Assigned task: Output the entries exactly as they appear. Pictures should not be included.

——

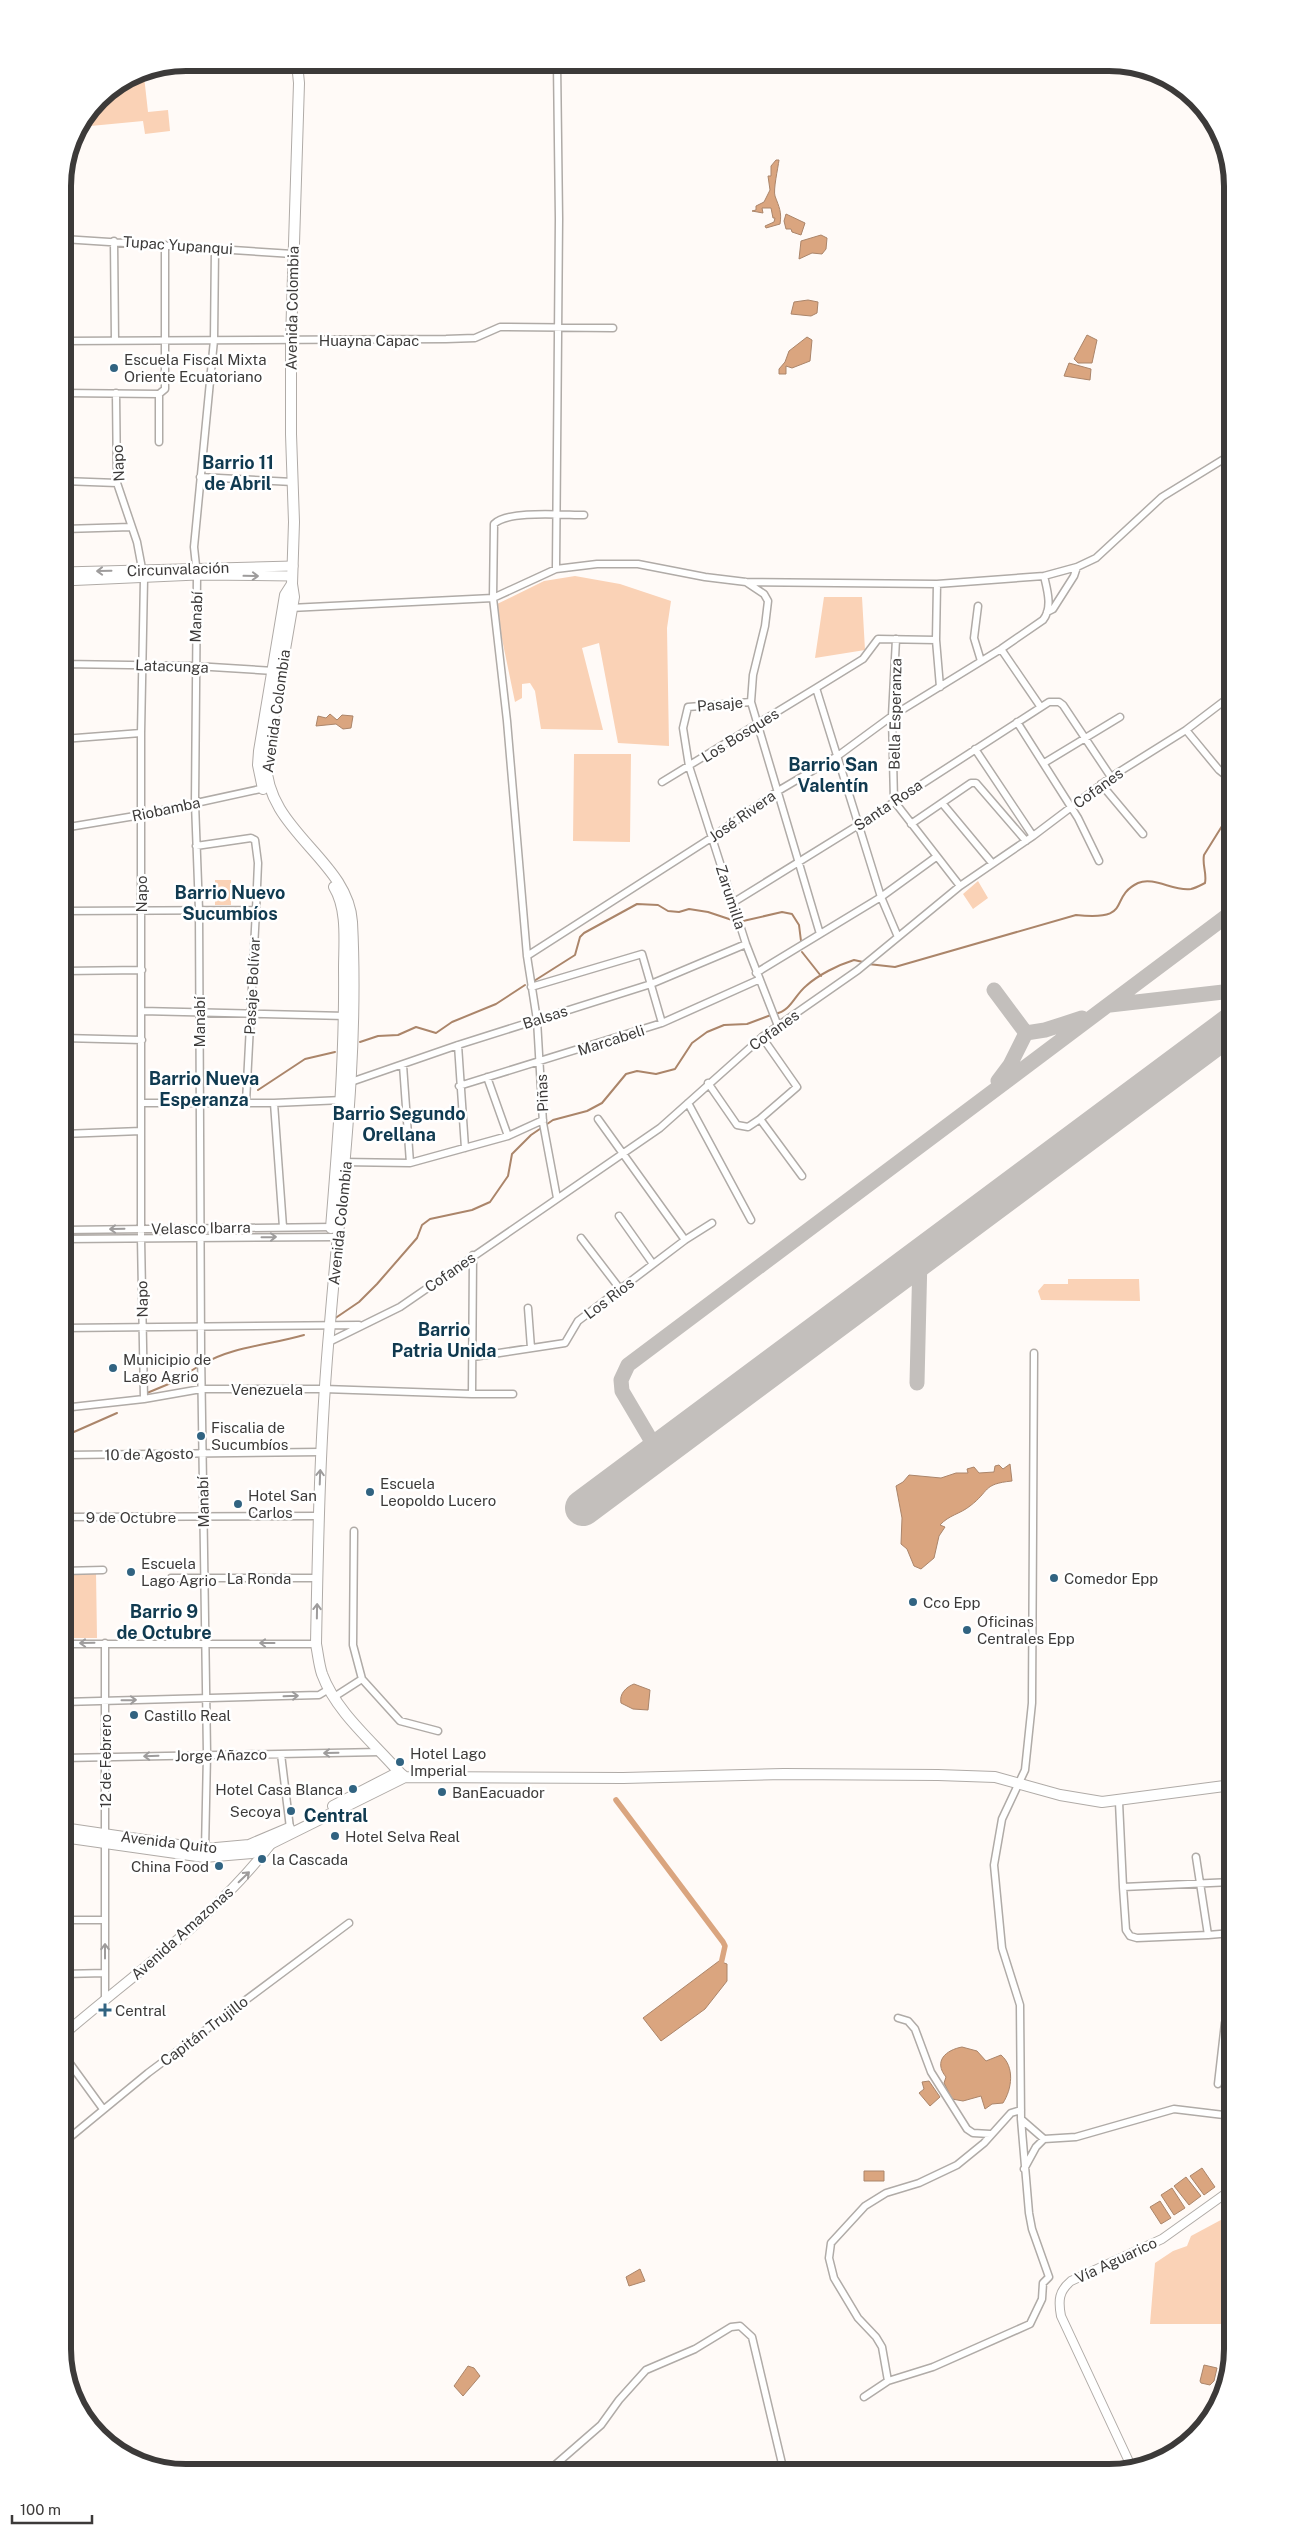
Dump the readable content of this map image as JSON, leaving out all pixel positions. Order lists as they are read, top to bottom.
{
  "streets": {
    "main road": [
      "Avenida Colombia",
      "Circunvalación",
      "Avenida Quito",
      "Avenida Amazonas"
    ],
    "street": [
      "Tupac Yupanqui",
      "Huayna Capac",
      "Napo",
      "Manabí",
      "Latacunga",
      "Pasaje",
      "Bella Esperanza",
      "Los Bosques",
      "Cofanes",
      "Santa Rosa",
      "Riobamba",
      "José Rivera",
      "Zarumilla",
      "Pasaje Bolívar",
      "Balsas",
      "Marcabeli",
      "Piñas",
      "Velasco Ibarra",
      "Los Rios",
      "Venezuela",
      "10 de Agosto",
      "9 de Octubre",
      "La Ronda",
      "Jorge Añazco",
      "12 de Febrero",
      "Capitán Trujillo",
      "Vía Aguarico"
    ]
  },
  "crossings": [
    ["Tupac Yupanqui", "Avenida Colombia"],
    ["Tupac Yupanqui", "Manabí"],
    ["Avenida Colombia", "Huayna Capac"],
    ["Avenida Colombia", "Circunvalación"],
    ["Avenida Colombia", "Latacunga"],
    ["Avenida Colombia", "Cofanes"],
    ["Avenida Colombia", "Riobamba"],
    ["Avenida Colombia", "Balsas"],
    ["Avenida Colombia", "Velasco Ibarra"],
    ["Avenida Colombia", "Venezuela"],
    ["Avenida Colombia", "10 de Agosto"],
    ["Avenida Colombia", "9 de Octubre"],
    ["Avenida Colombia", "La Ronda"],
    ["Avenida Colombia", "Jorge Añazco"],
    ["Avenida Colombia", "Avenida Quito"],
    ["Huayna Capac", "Manabí"],
    ["Napo", "Circunvalación"],
    ["Napo", "Latacunga"],
    ["Napo", "Cofanes"],
    ["Napo", "Riobamba"],
    ["Napo", "Velasco Ibarra"],
    ["Napo", "Venezuela"],
    ["Circunvalación", "Manabí"],
    ["Manabí", "Latacunga"],
    ["Manabí", "Cofanes"],
    ["Manabí", "Riobamba"],
    ["Manabí", "Pasaje Bolívar"],
    ["Manabí", "Velasco Ibarra"],
    ["Manabí", "Venezuela"],
    ["Manabí", "10 de Agosto"],
    ["Manabí", "9 de Octubre"],
    ["Manabí", "La Ronda"],
    ["Manabí", "Jorge Añazco"],
    ["Manabí", "Avenida Quito"],
    ["Pasaje", "Zarumilla"],
    ["Bella Esperanza", "Los Bosques"],
    ["Bella Esperanza", "Santa Rosa"],
    ["Bella Esperanza", "José Rivera"],
    ["Los Bosques", "Zarumilla"],
    ["Cofanes", "Zarumilla"],
    ["Cofanes", "Piñas"],
    ["Santa Rosa", "Zarumilla"],
    ["José Rivera", "Zarumilla"],
    ["José Rivera", "Piñas"],
    ["Zarumilla", "Balsas"],
    ["Zarumilla", "Marcabeli"],
    ["Balsas", "Piñas"],
    ["Marcabeli", "Piñas"],
    ["Jorge Añazco", "12 de Febrero"],
    ["12 de Febrero", "Avenida Quito"],
    ["12 de Febrero", "Avenida Amazonas"],
    ["Avenida Quito", "Avenida Amazonas"]
  ],
  "one_way": ["Jorge Añazco", "Avenida Amazonas"],
  "districts": [
    "Barrio 11 de Abril",
    "Barrio San Valentín",
    "Barrio Nuevo Sucumbíos",
    "Barrio Nueva Esperanza",
    "Barrio Segundo Orellana",
    "Barrio Patria Unida",
    "Barrio 9 de Octubre",
    "Central"
  ],
  "places": {
    "other": [
      "Escuela Fiscal Mixta Oriente Ecuatoriano",
      "Municipio de Lago Agrio",
      "Fiscalia de Sucumbíos",
      "Escuela Leopoldo Lucero",
      "Hotel San Carlos",
      "Escuela Lago Agrio",
      "Comedor Epp",
      "Cco Epp",
      "Oficinas Centrales Epp",
      "Castillo Real",
      "Hotel Lago Imperial",
      "Hotel Casa Blanca",
      "BanEacuador",
      "Secoya",
      "Hotel Selva Real",
      "la Cascada",
      "China Food"
    ],
    "health": ["Central"]
  },
  "scale_bar": "100 m"
}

——

Exercise response:
Dump the readable content of this map image as JSON, leaving out all pixel positions. Order lists as they are read, top to bottom.
{
  "streets": {
    "main road": [
      "Avenida Colombia",
      "Circunvalación",
      "Avenida Quito",
      "Avenida Amazonas"
    ],
    "street": [
      "Tupac Yupanqui",
      "Huayna Capac",
      "Napo",
      "Manabí",
      "Latacunga",
      "Pasaje",
      "Bella Esperanza",
      "Los Bosques",
      "Cofanes",
      "Santa Rosa",
      "Riobamba",
      "José Rivera",
      "Zarumilla",
      "Pasaje Bolívar",
      "Balsas",
      "Marcabeli",
      "Piñas",
      "Velasco Ibarra",
      "Los Rios",
      "Venezuela",
      "10 de Agosto",
      "9 de Octubre",
      "La Ronda",
      "Jorge Añazco",
      "12 de Febrero",
      "Capitán Trujillo",
      "Vía Aguarico"
    ]
  },
  "crossings": [
    ["Tupac Yupanqui", "Avenida Colombia"],
    ["Tupac Yupanqui", "Manabí"],
    ["Avenida Colombia", "Huayna Capac"],
    ["Avenida Colombia", "Circunvalación"],
    ["Avenida Colombia", "Latacunga"],
    ["Avenida Colombia", "Cofanes"],
    ["Avenida Colombia", "Riobamba"],
    ["Avenida Colombia", "Balsas"],
    ["Avenida Colombia", "Velasco Ibarra"],
    ["Avenida Colombia", "Venezuela"],
    ["Avenida Colombia", "10 de Agosto"],
    ["Avenida Colombia", "9 de Octubre"],
    ["Avenida Colombia", "La Ronda"],
    ["Avenida Colombia", "Jorge Añazco"],
    ["Avenida Colombia", "Avenida Quito"],
    ["Huayna Capac", "Manabí"],
    ["Napo", "Circunvalación"],
    ["Napo", "Latacunga"],
    ["Napo", "Cofanes"],
    ["Napo", "Riobamba"],
    ["Napo", "Velasco Ibarra"],
    ["Napo", "Venezuela"],
    ["Circunvalación", "Manabí"],
    ["Manabí", "Latacunga"],
    ["Manabí", "Cofanes"],
    ["Manabí", "Riobamba"],
    ["Manabí", "Pasaje Bolívar"],
    ["Manabí", "Velasco Ibarra"],
    ["Manabí", "Venezuela"],
    ["Manabí", "10 de Agosto"],
    ["Manabí", "9 de Octubre"],
    ["Manabí", "La Ronda"],
    ["Manabí", "Jorge Añazco"],
    ["Manabí", "Avenida Quito"],
    ["Pasaje", "Zarumilla"],
    ["Bella Esperanza", "Los Bosques"],
    ["Bella Esperanza", "Santa Rosa"],
    ["Bella Esperanza", "José Rivera"],
    ["Los Bosques", "Zarumilla"],
    ["Cofanes", "Zarumilla"],
    ["Cofanes", "Piñas"],
    ["Santa Rosa", "Zarumilla"],
    ["José Rivera", "Zarumilla"],
    ["José Rivera", "Piñas"],
    ["Zarumilla", "Balsas"],
    ["Zarumilla", "Marcabeli"],
    ["Balsas", "Piñas"],
    ["Marcabeli", "Piñas"],
    ["Jorge Añazco", "12 de Febrero"],
    ["12 de Febrero", "Avenida Quito"],
    ["12 de Febrero", "Avenida Amazonas"],
    ["Avenida Quito", "Avenida Amazonas"]
  ],
  "one_way": ["Jorge Añazco", "Avenida Amazonas"],
  "districts": [
    "Barrio 11 de Abril",
    "Barrio San Valentín",
    "Barrio Nuevo Sucumbíos",
    "Barrio Nueva Esperanza",
    "Barrio Segundo Orellana",
    "Barrio Patria Unida",
    "Barrio 9 de Octubre",
    "Central"
  ],
  "places": {
    "other": [
      "Escuela Fiscal Mixta Oriente Ecuatoriano",
      "Municipio de Lago Agrio",
      "Fiscalia de Sucumbíos",
      "Escuela Leopoldo Lucero",
      "Hotel San Carlos",
      "Escuela Lago Agrio",
      "Comedor Epp",
      "Cco Epp",
      "Oficinas Centrales Epp",
      "Castillo Real",
      "Hotel Lago Imperial",
      "Hotel Casa Blanca",
      "BanEacuador",
      "Secoya",
      "Hotel Selva Real",
      "la Cascada",
      "China Food"
    ],
    "health": ["Central"]
  },
  "scale_bar": "100 m"
}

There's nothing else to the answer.